(Stored data entries)

Content starts

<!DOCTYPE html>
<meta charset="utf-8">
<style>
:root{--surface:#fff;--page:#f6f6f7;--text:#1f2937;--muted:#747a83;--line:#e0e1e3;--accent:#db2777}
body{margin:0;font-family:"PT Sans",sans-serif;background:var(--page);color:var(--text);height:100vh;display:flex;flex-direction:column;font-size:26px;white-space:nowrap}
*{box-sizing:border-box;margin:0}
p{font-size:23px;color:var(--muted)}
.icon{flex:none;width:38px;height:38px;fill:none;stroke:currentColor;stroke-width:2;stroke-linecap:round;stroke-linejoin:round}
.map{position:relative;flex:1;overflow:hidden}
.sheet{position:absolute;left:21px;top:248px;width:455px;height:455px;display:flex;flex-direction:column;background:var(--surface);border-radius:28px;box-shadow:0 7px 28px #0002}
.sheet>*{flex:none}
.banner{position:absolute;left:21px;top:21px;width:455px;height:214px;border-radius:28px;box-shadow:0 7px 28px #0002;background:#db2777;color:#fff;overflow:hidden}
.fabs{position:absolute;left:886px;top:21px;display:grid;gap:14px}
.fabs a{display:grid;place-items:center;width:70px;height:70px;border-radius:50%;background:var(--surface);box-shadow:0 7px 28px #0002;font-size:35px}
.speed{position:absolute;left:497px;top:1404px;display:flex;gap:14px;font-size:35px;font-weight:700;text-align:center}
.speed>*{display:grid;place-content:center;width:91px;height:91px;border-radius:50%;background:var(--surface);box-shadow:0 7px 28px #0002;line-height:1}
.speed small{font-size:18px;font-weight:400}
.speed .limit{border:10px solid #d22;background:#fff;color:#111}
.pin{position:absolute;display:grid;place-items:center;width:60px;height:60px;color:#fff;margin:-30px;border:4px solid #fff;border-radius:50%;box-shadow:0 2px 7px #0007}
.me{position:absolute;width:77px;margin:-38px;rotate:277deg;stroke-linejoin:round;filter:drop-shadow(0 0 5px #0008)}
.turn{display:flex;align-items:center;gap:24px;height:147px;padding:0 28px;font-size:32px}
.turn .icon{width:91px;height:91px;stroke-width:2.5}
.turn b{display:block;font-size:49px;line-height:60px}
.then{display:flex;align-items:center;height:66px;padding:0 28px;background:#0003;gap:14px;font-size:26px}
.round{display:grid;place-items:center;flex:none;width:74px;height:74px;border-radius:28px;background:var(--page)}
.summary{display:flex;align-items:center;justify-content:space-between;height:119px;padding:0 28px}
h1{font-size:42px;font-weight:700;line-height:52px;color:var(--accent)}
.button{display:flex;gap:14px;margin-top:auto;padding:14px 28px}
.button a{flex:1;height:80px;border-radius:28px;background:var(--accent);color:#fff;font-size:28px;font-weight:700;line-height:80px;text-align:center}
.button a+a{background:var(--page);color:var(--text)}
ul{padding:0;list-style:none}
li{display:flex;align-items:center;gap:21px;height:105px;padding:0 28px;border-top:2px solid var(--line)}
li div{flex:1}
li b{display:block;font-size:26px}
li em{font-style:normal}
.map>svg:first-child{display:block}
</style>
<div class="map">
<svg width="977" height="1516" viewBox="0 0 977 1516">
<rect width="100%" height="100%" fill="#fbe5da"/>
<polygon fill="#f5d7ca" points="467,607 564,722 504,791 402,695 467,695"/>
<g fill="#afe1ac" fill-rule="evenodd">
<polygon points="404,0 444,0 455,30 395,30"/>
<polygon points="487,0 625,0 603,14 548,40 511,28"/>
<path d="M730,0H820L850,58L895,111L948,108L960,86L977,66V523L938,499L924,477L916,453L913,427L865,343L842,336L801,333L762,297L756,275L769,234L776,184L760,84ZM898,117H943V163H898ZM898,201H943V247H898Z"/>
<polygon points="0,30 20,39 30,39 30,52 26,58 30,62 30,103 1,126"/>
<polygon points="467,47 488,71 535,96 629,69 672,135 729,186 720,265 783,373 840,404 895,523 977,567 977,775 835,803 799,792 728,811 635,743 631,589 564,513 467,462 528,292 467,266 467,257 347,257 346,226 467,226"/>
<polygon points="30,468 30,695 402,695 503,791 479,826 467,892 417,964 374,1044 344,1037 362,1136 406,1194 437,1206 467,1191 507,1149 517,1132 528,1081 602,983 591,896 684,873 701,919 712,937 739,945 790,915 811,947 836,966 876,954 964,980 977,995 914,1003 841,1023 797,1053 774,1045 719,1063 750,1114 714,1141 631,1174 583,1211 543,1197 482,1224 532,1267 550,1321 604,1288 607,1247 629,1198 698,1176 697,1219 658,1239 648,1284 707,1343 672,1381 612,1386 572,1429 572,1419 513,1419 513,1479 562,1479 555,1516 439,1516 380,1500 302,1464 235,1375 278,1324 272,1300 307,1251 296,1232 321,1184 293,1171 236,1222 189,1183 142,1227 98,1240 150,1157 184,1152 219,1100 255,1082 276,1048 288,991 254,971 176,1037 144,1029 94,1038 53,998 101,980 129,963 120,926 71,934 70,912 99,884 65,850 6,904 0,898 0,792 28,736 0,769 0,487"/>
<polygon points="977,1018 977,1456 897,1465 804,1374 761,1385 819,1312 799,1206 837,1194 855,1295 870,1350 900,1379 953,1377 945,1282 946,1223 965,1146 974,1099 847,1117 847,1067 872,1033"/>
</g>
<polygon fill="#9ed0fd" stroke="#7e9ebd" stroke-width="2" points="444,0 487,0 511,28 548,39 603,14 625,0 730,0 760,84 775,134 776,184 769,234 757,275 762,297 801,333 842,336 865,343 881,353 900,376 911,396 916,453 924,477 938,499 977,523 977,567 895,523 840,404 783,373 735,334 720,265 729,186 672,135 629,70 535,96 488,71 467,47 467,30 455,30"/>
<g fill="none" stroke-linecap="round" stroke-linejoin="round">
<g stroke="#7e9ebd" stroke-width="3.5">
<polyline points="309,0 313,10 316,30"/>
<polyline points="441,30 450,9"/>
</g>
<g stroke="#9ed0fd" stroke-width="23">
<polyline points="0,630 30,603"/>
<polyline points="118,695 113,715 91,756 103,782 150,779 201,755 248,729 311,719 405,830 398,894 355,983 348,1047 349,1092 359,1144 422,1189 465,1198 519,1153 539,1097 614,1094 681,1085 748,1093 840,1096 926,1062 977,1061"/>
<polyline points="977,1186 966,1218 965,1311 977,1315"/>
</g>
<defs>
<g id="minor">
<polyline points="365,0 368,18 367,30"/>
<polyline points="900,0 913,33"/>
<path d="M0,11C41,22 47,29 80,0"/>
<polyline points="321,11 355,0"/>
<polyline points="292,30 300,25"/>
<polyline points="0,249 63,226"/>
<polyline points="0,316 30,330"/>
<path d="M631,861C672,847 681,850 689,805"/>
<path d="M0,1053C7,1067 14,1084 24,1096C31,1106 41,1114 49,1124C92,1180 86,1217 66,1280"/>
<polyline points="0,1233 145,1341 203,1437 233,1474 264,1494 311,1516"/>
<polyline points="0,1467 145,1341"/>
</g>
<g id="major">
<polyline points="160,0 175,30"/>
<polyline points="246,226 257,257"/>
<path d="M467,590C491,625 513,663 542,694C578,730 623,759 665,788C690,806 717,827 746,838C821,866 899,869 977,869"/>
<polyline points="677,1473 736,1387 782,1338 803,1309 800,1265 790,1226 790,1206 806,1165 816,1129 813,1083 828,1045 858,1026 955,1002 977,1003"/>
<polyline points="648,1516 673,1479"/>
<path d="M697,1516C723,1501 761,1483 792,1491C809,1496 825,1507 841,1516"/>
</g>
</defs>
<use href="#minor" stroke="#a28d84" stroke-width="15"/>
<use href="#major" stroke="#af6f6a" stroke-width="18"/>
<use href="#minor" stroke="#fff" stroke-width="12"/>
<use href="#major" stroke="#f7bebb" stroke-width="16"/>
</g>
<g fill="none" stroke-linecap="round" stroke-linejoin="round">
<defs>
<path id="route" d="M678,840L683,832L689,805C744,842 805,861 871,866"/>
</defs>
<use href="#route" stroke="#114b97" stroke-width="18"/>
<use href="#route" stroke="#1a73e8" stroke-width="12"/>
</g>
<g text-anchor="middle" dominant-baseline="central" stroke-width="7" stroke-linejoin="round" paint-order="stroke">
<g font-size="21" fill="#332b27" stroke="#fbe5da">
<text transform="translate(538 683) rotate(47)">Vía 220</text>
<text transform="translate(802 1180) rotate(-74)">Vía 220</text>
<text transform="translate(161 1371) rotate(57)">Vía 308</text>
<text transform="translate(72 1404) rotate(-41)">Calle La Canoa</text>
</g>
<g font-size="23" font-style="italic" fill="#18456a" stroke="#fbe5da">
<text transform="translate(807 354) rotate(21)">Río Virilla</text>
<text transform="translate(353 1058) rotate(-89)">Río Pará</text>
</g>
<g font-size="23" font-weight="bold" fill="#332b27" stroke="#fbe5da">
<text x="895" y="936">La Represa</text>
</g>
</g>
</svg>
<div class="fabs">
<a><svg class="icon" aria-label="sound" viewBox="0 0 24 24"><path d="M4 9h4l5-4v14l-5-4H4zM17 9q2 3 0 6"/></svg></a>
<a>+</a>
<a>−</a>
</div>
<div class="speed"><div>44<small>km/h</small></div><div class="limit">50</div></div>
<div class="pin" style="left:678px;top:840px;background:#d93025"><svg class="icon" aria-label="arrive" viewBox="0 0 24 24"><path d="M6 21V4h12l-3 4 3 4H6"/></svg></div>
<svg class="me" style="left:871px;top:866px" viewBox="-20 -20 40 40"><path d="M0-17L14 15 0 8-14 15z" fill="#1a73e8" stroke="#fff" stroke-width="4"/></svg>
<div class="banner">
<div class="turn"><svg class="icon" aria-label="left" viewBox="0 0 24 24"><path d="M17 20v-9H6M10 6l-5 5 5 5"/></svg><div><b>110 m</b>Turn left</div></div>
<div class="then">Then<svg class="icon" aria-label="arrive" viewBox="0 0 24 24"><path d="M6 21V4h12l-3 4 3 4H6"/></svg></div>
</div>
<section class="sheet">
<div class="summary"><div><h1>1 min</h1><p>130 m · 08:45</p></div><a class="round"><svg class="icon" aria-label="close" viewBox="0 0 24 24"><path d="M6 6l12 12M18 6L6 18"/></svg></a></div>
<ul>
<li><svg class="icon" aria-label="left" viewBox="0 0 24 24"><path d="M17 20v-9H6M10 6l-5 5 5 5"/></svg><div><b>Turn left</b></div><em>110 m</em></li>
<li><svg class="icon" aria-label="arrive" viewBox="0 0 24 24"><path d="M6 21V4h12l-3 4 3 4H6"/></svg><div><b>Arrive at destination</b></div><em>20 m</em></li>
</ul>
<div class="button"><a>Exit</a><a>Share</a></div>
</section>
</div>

Content ends

_WORK TO BE COMPLETED_:
Given the data above, which lines hold the string "limit"? Return them.

_THE ANSWER_:
.speed .limit{border:10px solid #d22;background:#fff;color:#111}
<div class="speed"><div>44<small>km/h</small></div><div class="limit">50</div></div>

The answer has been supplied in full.